What you have to do:
Work through the entries below and show every line in which "Bader" is found.

[Saved data entries]
:::

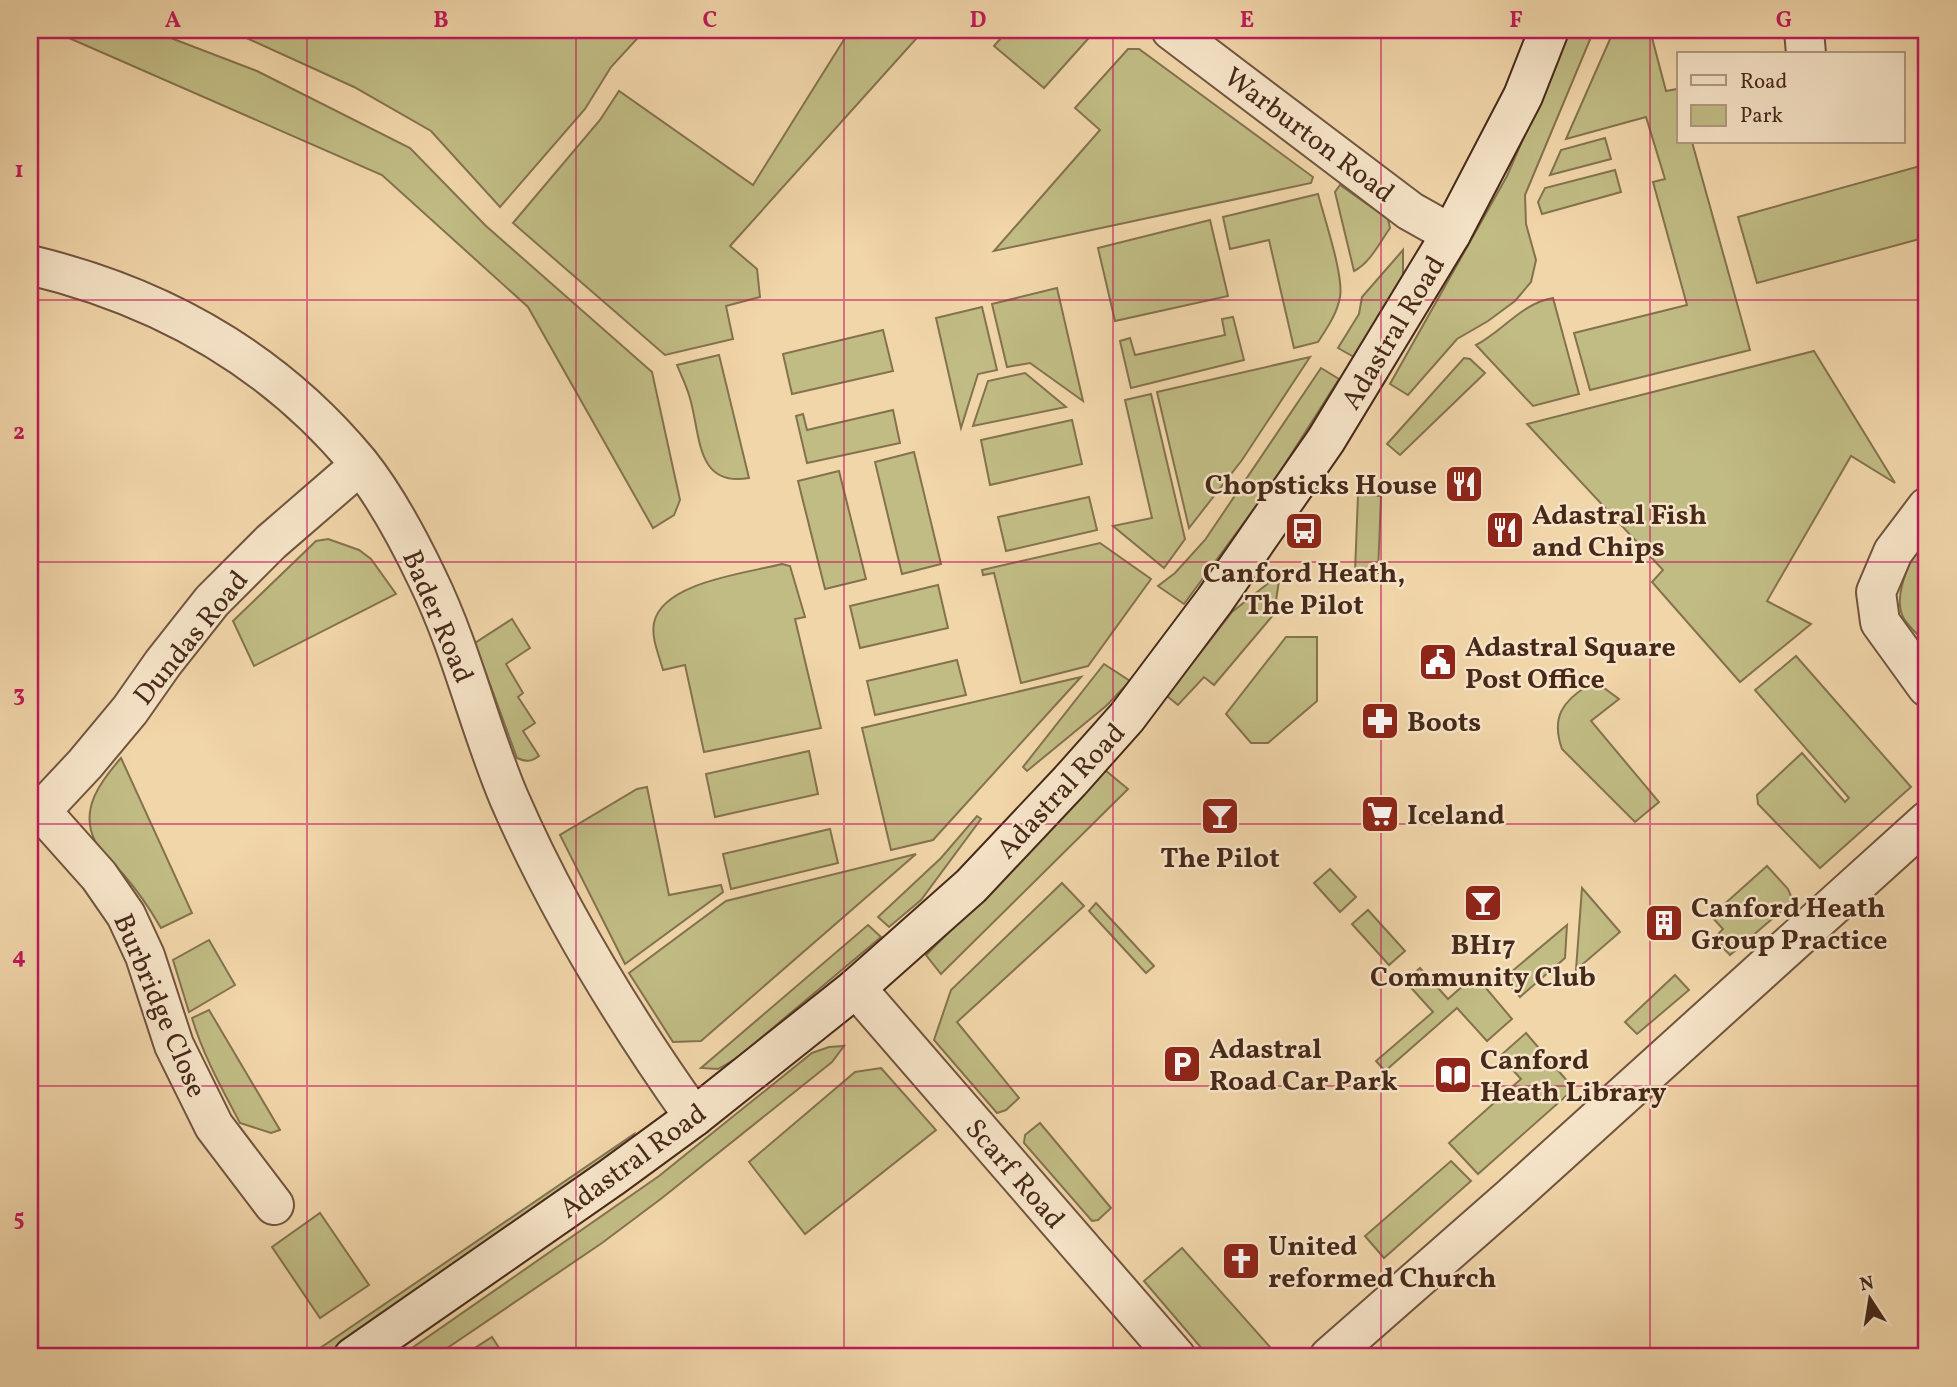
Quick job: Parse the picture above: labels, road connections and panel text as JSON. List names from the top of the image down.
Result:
{
  "streets": {
    "street": [
      "Warburton Road",
      "Adastral Road",
      "Bader Road",
      "Dundas Road",
      "Burbridge Close",
      "Scarf Road"
    ]
  },
  "crossings": [
    ["Warburton Road", "Adastral Road"],
    ["Adastral Road", "Bader Road"],
    ["Adastral Road", "Scarf Road"],
    ["Bader Road", "Dundas Road"],
    ["Dundas Road", "Burbridge Close"]
  ],
  "places": {
    "restaurant": ["Chopsticks House", "Adastral Fish and Chips"],
    "bus stop": ["Canford Heath, The Pilot"],
    "public building": ["Adastral Square Post Office"],
    "pharmacy": ["Boots"],
    "supermarket": ["Iceland"],
    "bar": ["The Pilot", "BH17 Community Club"],
    "building": ["Canford Heath Group Practice"],
    "parking": ["Adastral Road Car Park"],
    "library": ["Canford Heath Library"],
    "church": ["United reformed Church"]
  },
  "legend": ["Road", "Park"],
  "north": "top",
  "grid": {
    "columns": [
      "A",
      "B",
      "C",
      "D",
      "E",
      "F",
      "G"
    ],
    "rows": [
      "1",
      "2",
      "3",
      "4",
      "5"
    ]
  }
}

:::

Exercise response:
      "Bader Road",
    ["Adastral Road", "Bader Road"],
    ["Bader Road", "Dundas Road"],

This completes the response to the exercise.